无法从char转换为void *

Question

SAFEARRAYBOUND bound[1] = {25, 0};
SAFEARRAY * psa = SafeArrayCreate(VT_UI1, 1, bound);
for(long int i = 0; i <25; i++)
    SafeArrayPutElement(psa, &i,sendBuf[i]);

I am trying to creating a safearray from a char array but get this error cannot convert from char to void* sendBuf is a char array

Answer 1

You didn't show us the error, but it appears SafeArrayPutElement takes a pointer to the element as the third parameter.

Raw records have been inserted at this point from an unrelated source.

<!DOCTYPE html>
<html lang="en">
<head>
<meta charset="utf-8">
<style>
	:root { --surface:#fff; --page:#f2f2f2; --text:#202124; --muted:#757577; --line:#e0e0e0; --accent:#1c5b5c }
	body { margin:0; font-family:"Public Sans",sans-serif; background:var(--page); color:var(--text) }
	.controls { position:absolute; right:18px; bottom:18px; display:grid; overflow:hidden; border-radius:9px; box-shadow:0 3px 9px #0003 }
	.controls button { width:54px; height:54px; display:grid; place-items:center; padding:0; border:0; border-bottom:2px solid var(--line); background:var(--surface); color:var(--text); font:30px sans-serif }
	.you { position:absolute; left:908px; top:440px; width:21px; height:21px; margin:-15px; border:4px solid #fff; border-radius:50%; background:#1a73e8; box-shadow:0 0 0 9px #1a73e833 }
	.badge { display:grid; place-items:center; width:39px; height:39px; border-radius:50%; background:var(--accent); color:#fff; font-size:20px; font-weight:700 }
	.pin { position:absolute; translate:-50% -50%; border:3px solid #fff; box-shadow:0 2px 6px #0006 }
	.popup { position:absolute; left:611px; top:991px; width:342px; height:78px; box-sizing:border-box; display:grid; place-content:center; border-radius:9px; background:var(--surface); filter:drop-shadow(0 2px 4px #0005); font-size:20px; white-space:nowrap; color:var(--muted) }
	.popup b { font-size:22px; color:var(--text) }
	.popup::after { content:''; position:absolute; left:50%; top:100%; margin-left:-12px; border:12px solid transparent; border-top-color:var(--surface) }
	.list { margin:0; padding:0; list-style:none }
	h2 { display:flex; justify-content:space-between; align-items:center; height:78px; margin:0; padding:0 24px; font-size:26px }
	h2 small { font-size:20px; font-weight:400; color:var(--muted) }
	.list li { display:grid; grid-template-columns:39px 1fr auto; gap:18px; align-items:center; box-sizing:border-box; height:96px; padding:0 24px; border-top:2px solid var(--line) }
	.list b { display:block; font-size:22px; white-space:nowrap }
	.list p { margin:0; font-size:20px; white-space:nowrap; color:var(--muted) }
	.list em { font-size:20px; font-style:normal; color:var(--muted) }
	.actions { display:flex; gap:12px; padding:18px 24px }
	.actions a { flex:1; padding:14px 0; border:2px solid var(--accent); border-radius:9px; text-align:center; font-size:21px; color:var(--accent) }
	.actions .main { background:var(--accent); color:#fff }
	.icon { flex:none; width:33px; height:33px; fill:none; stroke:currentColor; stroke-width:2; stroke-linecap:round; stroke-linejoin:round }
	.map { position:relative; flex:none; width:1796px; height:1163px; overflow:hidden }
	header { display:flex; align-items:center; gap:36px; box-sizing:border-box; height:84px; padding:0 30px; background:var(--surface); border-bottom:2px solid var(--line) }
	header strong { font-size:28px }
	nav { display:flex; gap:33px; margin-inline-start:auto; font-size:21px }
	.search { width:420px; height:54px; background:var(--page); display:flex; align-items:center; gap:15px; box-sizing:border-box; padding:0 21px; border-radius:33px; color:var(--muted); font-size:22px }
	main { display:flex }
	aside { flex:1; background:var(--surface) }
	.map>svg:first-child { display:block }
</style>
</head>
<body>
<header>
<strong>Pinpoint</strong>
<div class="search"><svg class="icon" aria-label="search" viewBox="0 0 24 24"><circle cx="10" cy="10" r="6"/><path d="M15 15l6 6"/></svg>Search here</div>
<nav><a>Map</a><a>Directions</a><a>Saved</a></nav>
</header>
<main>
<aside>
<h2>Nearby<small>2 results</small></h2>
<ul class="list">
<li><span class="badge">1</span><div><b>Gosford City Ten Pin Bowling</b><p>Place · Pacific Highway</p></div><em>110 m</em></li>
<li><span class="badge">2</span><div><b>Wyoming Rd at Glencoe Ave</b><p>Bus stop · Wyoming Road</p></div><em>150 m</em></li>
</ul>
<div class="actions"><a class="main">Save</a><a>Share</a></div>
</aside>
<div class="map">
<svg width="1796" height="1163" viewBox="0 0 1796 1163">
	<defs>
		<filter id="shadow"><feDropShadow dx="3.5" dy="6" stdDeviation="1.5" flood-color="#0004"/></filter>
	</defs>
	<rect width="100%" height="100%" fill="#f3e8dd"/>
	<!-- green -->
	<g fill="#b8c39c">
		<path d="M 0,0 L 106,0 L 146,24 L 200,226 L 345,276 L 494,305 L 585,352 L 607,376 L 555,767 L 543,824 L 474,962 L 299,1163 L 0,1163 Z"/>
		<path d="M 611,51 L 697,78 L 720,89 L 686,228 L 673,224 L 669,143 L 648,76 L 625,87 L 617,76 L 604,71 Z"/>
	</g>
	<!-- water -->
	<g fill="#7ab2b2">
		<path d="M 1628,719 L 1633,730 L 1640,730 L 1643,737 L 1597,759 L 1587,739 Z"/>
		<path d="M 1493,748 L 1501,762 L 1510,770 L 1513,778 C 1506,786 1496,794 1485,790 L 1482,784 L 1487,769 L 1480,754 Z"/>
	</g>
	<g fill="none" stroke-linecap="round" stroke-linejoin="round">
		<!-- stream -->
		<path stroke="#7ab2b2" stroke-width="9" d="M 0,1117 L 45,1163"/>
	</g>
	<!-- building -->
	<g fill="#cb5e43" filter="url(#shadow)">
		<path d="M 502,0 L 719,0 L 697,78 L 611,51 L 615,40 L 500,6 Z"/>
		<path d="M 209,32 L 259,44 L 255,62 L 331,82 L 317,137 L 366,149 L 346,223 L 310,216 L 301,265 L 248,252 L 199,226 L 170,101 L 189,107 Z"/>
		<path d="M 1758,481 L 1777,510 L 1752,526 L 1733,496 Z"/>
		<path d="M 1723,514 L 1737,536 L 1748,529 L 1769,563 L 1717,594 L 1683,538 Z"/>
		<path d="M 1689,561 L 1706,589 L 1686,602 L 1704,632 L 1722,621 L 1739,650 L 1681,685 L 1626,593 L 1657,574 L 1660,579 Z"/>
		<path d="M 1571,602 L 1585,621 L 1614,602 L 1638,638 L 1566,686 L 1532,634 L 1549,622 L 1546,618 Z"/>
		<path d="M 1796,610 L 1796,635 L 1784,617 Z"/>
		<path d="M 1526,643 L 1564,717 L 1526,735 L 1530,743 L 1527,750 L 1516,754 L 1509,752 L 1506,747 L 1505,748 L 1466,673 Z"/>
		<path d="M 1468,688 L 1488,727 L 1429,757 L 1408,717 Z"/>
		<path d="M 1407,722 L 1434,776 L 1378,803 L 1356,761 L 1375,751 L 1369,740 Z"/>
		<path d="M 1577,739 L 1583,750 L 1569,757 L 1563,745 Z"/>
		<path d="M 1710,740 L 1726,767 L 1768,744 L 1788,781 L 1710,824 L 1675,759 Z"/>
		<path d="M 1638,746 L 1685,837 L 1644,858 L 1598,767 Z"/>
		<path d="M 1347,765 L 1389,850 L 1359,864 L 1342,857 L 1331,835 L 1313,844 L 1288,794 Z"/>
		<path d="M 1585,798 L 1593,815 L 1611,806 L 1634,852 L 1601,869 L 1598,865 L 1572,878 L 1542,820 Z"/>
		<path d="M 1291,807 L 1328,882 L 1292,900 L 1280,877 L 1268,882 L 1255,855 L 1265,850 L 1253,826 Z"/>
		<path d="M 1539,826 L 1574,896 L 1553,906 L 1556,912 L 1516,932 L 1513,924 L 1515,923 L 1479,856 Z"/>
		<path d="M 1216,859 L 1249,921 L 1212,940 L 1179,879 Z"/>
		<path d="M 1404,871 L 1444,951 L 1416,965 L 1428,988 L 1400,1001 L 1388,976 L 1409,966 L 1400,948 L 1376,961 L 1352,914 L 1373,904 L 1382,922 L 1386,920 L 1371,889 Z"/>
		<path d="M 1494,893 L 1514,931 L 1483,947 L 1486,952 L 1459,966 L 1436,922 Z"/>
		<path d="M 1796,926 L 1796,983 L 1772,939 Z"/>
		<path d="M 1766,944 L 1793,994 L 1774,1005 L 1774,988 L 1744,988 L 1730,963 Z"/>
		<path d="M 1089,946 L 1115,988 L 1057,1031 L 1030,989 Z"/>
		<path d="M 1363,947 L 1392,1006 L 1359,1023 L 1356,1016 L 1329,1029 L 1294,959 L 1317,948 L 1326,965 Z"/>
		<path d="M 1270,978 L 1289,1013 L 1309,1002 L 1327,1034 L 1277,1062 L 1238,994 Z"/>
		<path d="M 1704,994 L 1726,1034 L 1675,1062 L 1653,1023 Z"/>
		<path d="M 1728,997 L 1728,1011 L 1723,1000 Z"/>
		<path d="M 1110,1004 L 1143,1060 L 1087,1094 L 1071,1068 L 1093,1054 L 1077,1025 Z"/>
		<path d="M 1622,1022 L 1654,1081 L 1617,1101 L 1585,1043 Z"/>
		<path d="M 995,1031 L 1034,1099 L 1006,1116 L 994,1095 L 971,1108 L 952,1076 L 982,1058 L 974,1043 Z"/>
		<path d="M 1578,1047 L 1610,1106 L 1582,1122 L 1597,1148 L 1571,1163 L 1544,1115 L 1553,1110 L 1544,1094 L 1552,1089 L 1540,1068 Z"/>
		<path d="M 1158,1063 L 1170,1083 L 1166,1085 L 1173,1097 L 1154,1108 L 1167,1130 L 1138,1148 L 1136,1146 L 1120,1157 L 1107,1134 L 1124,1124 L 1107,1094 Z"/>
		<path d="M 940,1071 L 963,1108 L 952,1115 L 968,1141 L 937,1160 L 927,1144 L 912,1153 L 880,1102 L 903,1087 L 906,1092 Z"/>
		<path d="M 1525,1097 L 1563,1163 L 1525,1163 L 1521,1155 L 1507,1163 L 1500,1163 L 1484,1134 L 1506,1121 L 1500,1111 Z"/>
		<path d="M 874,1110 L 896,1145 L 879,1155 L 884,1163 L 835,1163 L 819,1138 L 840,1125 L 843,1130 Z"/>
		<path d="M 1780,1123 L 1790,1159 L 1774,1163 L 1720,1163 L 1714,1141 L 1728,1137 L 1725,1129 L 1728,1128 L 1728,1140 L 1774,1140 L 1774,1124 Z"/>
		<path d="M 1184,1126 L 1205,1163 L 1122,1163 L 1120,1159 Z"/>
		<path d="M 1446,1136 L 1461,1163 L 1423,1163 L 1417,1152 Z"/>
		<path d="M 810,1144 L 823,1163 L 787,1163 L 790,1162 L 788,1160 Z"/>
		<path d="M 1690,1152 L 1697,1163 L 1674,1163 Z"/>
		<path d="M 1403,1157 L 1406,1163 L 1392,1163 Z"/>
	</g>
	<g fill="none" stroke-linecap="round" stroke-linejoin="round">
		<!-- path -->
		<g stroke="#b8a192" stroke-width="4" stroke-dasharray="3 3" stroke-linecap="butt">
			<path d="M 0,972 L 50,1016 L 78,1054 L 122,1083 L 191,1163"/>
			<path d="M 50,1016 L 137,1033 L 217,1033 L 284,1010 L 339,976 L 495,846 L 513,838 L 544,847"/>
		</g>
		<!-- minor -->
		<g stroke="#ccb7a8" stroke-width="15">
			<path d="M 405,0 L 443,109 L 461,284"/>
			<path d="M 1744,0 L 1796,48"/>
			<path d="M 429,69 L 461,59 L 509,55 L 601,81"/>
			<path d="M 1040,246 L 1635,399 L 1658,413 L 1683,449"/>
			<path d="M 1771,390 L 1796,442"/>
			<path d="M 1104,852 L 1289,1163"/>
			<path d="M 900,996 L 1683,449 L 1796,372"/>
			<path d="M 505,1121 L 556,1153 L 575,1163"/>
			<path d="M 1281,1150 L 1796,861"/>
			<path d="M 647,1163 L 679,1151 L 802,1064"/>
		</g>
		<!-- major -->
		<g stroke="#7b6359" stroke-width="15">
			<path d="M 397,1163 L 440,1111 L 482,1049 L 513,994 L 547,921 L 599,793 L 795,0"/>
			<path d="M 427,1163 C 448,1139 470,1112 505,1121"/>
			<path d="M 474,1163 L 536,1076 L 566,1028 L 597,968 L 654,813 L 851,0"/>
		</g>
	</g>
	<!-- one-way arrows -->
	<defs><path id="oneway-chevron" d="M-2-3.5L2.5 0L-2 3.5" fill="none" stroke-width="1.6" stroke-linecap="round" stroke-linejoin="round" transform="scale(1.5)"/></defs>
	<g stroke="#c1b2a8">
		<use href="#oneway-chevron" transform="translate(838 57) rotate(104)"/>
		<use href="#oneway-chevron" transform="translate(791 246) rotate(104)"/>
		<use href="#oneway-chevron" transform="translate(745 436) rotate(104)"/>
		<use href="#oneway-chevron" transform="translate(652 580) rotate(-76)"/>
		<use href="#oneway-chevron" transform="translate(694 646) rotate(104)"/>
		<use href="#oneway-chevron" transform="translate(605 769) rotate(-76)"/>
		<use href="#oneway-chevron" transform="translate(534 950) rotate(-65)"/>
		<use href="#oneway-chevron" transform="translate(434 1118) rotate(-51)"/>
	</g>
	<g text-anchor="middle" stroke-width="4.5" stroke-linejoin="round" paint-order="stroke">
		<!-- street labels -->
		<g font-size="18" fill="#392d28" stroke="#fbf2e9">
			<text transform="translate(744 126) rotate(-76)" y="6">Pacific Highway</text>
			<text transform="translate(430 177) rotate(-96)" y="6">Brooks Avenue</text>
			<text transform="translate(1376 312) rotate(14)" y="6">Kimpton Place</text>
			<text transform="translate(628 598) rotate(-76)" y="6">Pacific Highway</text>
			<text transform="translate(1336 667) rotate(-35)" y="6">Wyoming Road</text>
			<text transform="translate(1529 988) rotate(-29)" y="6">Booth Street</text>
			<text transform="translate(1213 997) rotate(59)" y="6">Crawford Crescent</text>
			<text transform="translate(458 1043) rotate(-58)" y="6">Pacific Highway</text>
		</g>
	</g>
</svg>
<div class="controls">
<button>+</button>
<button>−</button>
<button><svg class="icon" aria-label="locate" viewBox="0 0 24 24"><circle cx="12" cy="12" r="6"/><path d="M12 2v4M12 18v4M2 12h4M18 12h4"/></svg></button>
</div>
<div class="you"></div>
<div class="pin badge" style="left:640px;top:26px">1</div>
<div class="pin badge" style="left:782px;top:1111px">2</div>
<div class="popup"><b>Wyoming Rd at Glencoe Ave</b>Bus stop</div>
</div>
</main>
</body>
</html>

I believe it'll work if you use:

SafeArrayPutElement(psa, &i, &sendBuf[i]);

Note the & .

Answer 2

It would be more efficient in this case to use SafeArrayAccessData() instead of SafeArrayPutElement() :

SAFEARRAYBOUND bound[1] = {25, 0}; 
SAFEARRAY * psa = SafeArrayCreate(VT_UI1, 1, bound); 
void *pvData;
SafeArrayAccessData(psa, &pvData);
memcpy(pvData, sendBuf, 25);
SafeArrayUnaccessData(psa);

Or:

SAFEARRAYBOUND bound[1] = {25, 0}; 
SAFEARRAY * psa = SafeArrayCreate(VT_UI1, 1, bound); 
unsigned char *pvData;
SafeArrayAccessData(psa, (void**)&pvData);
for(long int i = 0; i <25; i++)     
    pvData[i] = sendBuf[i];
SafeArrayUnaccessData(psa);